Goed personeel vinden, is al een tijd problematisch. Werkgevers struinen scholen af en vacatures zijn er in overvloed, maar het blijft lastig de juiste werknemer voor de juiste plek te vinden. Daarom is het wellicht ook eens goed om je als werkgever in die ander te verdiepen. Hoe laat je zien dat de sector een machtig mooie plek is om te werken? Hoe breng je dat goede gevoel over aan die potentiële werknemer? Verplaats je eens in hem of haar, waardoor die zoektocht misschien wat minder moeilijk wordt. In deze serie laten we medewerkers aan het woord die vertellen hoe zij hun werk ervaren, wat er goed gaat, wat er beter kan en hoe zij manoeuvreren in de cumelasector. Dat het een machtig mooie sector is om in te werken, daarover zijn we het namelijk allemaal wel eens.

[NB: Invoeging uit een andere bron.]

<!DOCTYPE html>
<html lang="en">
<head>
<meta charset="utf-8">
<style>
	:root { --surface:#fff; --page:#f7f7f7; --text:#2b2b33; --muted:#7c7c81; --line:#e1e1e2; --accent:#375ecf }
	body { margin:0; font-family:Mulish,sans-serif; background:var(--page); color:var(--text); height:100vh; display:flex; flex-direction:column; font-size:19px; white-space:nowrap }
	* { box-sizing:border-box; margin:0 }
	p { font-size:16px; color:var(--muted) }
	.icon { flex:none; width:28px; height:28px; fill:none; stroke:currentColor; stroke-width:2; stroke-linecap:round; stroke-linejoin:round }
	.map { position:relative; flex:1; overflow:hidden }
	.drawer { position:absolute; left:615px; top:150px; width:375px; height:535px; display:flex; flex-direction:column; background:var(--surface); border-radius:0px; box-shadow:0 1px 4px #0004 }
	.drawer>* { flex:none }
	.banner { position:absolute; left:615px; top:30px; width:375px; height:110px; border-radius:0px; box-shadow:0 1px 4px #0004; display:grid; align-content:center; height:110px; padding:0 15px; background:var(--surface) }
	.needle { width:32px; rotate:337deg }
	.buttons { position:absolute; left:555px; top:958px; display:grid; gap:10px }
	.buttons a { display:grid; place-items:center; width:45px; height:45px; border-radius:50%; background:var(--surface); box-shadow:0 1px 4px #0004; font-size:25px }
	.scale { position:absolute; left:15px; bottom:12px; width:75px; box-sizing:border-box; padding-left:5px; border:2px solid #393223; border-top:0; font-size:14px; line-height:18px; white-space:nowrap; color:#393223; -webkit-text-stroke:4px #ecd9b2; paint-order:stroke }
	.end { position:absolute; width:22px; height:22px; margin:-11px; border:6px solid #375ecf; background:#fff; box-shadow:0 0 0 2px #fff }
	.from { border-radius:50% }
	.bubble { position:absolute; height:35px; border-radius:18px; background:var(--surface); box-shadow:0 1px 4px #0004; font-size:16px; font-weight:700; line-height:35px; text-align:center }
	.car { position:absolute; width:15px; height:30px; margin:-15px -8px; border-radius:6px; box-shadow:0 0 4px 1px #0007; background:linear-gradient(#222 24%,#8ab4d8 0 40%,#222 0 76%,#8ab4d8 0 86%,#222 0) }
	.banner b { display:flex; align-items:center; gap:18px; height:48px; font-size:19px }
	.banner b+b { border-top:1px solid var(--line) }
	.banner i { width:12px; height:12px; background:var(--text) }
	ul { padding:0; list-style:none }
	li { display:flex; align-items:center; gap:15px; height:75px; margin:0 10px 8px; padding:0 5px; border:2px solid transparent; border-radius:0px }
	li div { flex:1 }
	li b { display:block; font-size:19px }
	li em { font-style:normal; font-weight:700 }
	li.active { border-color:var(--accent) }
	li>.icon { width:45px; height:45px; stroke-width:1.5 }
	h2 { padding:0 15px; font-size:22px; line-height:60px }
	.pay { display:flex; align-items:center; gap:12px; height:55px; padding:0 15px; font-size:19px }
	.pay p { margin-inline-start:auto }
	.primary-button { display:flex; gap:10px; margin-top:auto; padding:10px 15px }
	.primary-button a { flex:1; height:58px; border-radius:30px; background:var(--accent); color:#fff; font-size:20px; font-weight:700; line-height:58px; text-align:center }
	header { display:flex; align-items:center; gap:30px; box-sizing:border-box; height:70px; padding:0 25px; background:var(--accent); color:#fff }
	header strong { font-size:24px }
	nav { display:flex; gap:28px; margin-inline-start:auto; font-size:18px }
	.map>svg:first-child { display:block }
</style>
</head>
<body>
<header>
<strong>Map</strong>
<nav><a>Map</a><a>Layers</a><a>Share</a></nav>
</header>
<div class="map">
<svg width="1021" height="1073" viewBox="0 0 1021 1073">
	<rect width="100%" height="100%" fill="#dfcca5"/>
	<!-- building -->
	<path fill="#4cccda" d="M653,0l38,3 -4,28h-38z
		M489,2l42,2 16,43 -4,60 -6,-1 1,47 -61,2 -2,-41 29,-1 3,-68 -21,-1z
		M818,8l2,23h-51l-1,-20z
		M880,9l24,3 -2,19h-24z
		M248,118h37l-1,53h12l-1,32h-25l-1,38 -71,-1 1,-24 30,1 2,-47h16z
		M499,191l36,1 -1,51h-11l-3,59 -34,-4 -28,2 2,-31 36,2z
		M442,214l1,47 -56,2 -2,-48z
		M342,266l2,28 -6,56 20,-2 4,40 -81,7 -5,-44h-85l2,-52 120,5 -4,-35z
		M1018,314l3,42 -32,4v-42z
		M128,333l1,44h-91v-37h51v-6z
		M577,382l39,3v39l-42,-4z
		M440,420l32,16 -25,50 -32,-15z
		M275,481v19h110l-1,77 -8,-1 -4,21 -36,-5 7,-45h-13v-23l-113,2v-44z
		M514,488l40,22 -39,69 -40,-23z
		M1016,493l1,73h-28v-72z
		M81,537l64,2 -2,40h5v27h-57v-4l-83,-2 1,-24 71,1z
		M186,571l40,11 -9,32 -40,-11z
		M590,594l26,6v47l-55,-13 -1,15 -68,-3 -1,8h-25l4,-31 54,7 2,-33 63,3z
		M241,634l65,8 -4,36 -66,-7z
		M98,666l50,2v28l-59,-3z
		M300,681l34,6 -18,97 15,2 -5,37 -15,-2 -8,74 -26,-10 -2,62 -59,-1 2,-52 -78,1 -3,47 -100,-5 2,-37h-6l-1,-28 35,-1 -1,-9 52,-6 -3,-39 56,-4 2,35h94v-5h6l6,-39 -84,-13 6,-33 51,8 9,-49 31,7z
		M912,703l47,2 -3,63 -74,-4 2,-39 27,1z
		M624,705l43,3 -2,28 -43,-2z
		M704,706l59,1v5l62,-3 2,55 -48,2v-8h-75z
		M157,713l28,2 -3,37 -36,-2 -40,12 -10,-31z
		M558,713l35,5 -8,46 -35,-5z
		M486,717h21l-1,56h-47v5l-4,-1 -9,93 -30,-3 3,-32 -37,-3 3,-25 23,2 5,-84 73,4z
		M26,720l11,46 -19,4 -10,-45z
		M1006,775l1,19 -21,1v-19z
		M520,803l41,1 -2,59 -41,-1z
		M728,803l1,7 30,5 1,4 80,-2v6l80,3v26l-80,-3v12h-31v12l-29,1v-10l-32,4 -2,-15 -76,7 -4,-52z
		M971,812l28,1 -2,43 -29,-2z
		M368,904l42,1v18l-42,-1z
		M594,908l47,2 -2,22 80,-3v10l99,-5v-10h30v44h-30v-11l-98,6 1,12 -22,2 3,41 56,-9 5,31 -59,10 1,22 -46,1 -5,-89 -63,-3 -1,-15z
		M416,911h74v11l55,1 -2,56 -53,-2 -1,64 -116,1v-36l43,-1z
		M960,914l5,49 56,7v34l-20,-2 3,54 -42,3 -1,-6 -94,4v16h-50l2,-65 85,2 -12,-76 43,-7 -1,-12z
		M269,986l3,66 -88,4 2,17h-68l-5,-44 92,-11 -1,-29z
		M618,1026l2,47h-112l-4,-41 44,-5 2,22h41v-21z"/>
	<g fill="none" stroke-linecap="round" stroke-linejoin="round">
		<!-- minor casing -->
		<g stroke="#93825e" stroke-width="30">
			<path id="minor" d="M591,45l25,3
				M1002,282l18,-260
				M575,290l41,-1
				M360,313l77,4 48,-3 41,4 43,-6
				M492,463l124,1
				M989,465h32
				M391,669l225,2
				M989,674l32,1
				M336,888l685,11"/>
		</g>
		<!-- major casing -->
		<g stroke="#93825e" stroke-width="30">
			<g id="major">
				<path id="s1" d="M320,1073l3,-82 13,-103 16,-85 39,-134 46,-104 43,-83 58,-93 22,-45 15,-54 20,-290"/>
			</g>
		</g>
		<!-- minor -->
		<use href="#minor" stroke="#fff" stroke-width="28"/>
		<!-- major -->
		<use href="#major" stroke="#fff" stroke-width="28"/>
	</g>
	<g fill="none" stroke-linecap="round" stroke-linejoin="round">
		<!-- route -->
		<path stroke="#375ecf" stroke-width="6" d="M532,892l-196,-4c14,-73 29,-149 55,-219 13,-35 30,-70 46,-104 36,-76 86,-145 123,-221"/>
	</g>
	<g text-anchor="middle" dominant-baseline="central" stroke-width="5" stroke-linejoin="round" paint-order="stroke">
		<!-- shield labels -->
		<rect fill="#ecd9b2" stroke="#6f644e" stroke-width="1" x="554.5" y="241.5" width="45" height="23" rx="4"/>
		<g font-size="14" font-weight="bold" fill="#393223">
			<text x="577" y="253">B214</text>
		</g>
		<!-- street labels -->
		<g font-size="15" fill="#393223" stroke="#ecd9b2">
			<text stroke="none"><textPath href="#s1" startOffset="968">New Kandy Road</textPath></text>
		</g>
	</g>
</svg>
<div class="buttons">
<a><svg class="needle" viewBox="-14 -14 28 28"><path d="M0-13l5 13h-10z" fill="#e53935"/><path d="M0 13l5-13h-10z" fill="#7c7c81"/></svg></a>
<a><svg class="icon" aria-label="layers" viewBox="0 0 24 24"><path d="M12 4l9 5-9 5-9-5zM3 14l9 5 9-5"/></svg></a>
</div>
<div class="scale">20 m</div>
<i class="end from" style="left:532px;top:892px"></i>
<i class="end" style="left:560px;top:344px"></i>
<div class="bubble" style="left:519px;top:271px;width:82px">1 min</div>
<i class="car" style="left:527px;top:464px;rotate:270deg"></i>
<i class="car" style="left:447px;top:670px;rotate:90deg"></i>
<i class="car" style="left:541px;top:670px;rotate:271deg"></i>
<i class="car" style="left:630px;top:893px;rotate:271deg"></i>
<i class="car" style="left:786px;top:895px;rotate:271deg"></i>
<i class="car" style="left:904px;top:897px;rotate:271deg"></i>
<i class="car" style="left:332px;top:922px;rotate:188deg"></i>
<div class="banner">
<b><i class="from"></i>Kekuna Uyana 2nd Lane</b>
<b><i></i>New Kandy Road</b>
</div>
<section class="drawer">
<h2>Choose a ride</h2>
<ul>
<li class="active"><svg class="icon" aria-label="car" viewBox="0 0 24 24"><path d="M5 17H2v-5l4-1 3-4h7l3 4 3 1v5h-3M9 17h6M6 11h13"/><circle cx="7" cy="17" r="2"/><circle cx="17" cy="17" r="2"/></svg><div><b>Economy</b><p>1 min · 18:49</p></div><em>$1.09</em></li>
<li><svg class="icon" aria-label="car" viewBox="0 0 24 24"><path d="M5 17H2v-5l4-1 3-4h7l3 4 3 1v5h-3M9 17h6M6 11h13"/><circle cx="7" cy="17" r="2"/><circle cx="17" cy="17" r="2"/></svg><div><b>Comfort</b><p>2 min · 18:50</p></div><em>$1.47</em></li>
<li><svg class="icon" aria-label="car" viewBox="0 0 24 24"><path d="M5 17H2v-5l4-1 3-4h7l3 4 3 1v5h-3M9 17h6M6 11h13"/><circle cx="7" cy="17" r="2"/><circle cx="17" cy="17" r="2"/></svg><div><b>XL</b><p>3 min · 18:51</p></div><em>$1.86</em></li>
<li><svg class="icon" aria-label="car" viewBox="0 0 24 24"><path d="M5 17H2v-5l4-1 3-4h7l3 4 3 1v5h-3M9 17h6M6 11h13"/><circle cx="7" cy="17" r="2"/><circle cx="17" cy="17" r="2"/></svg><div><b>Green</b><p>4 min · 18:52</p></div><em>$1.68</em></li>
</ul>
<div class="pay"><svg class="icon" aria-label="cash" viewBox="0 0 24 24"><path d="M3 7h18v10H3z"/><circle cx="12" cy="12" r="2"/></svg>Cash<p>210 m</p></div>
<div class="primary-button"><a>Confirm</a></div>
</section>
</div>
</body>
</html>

‘MOET JE VOOR TWEE OF DRIE EURO PER UUR VAN WERKGEVER VERANDEREN? OMDAT HET DAAR MISSCHIEN BETER IS?’

HOE BEN JE DE SECTOR INGEROLD?

Hoewel zijn vader timmerman was, wist hij al op zijn tiende dat hij bij een loonbedrijf wilde werken. Na de havo en de mts kwam hij bij een loonbedrijf terecht en al doende leerde hij. Een machinistenopleiding heeft hij nooit gedaan.

WAT VIND JE HET ALLERLEUKSTE?

“Het werken met grote machines, maar ook de variatie in het werk en het omgaan met mensen in de buurten waar we komen.”

WAAR HEB JE EEN HEKEL AAN?

“Administratie misschien, maar ik probeer altijd overal de uitdaging van in te zien.”